One Direction star Louis Tomlinson is at the centre of fresh controversy over claims that he apparently used a shortened version of the n-word.
He is heard seeming to say "It's green only, n**" during a video which seems to show him and bandmate Zayn Malik sharing a joint.
The three-letter word was taken by some to be an abbreviation of the n-word.
The footage, published by the Mail Online website, was apparently filmed by Louis during their tour in Peru.
At one point smoke is seen being blown across the car.
A motorcycle police officer drives past and Louis says: "He's having a look. He's thinking 'I'm sure I can smell an illegal substance in there'. And he's hit the nail on the head."
Some fans expressed their disappointment at the alleged language used.
One wrote on Twitter: "Worst part about the video was hearing Louis say 'n**'."
The pair also faced criticism from John Whittingdale, chairman of the Commons culture, media and sport select committee.
The Tory MP told the Daily Mail: " They are adored by many people and they have a responsibility to set an example."
A spokesman for the band previously said: "This matter is in the hands of our lawyers."
He said on Thursday that there was no further statement.
The group, who have a huge following on social media, rose to fame as teenagers on ITV's The X Factor talent show and have become one of Britain's biggest bands, with a huge and loyal following of young girls across the world.
Other band members Harry Styles, Liam Payne, and Niall Horan are believed to have been travelling in different cars and were not seen in the video.
Earlier this month, the band were named fourth in the Sunday Times Rich List of young musicians with an estimated fortune of £14 million each and a combined wealth of £70 million.
PR consultant Mark Borkowski said the controversy is likely to have been a "shock" to the band's management.

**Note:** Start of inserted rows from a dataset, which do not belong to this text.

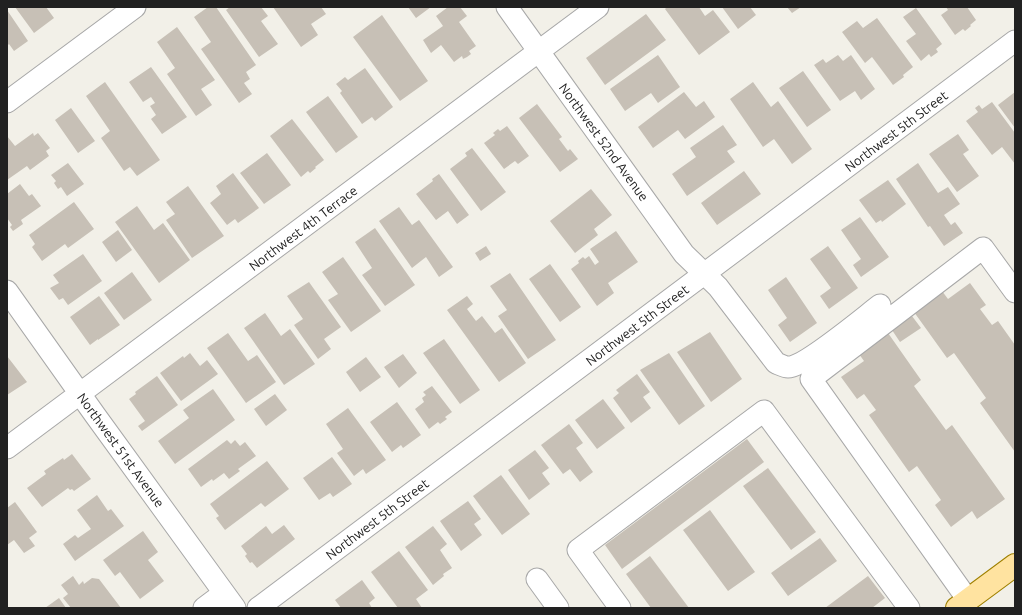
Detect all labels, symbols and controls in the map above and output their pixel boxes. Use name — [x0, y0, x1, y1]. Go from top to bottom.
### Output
street label: Northwest 52nd Avenue — [557, 81, 651, 203]
street label: Northwest 5th Street — [842, 88, 950, 174]
street label: Northwest 4th Terrace — [246, 183, 360, 273]
street label: Northwest 5th Street — [583, 282, 691, 368]
street label: Northwest 51st Avenue — [75, 390, 167, 510]
street label: Northwest 5th Street — [323, 476, 431, 562]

He said: "It changes the focus. I guess they are no longer the squeaky-clean boys."
Discussing how the incident would affect One Direction's ability to attract sponsorship deals, he said: "It definitely will affect certain things. Brands do not want to be associated with the negative headlines that we are reading this morning."
Ahead of the opening of the UK leg of their Where We Are tour in Sunderland last night, fans who queued in heavy rain were keen to show their support for the band despite the cannabis allegation.

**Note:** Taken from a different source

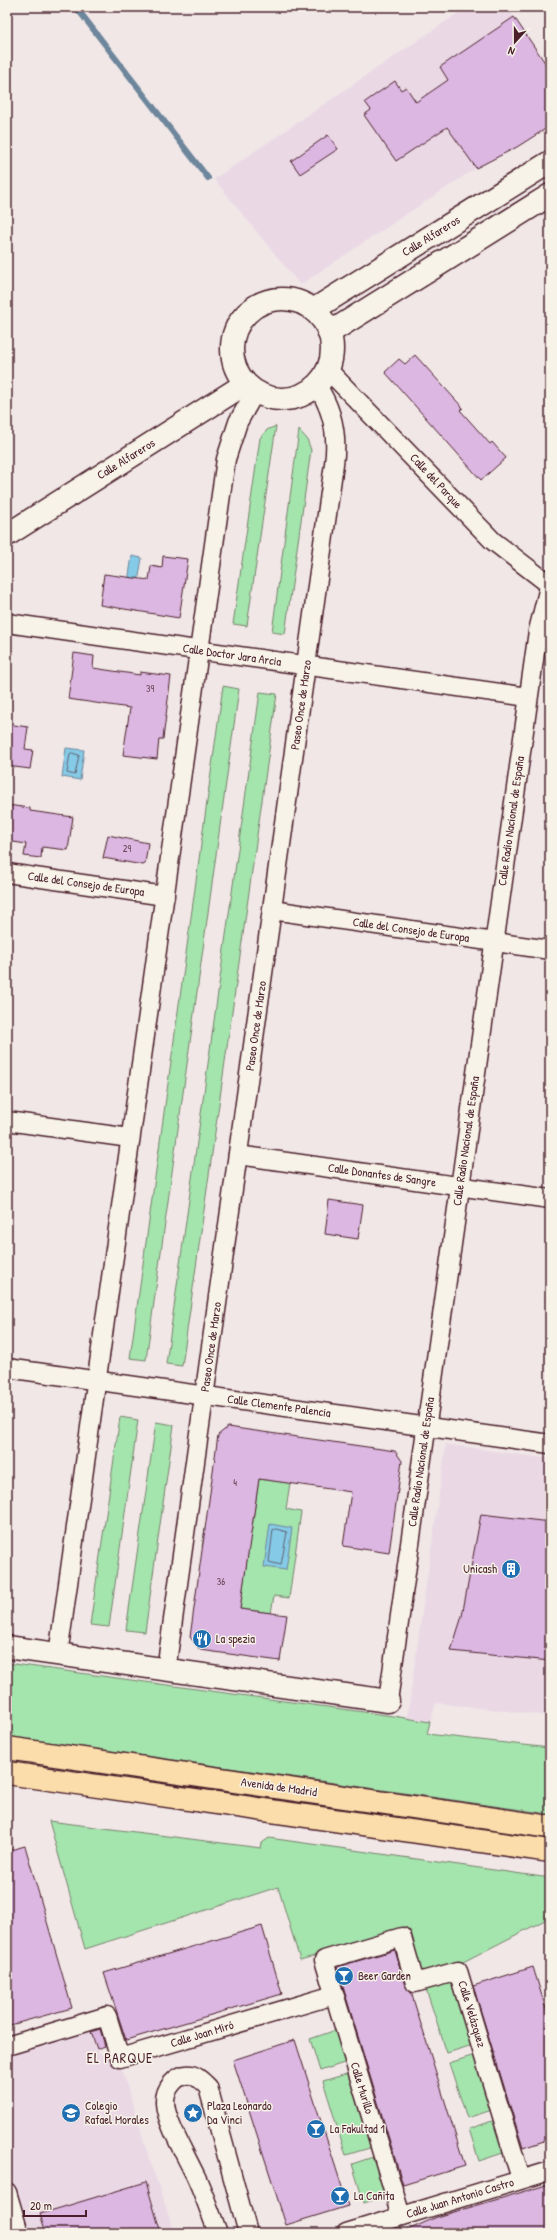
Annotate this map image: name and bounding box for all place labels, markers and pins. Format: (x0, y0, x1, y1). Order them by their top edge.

Outside the soaking Stadium of Light, where 52,000 screaming fans watched the show, Shelby Clark, 20, from Newcastle, said: "They could be doing worse, it's not that bad."
Her friend, Samantha Stirling, also 20 and from Newcastle, said: "At the end of the day, they are just young lads.
"I know it's prohibited but they are under so much stress.
"It doesn't put us off - we wouldn't be here if it did."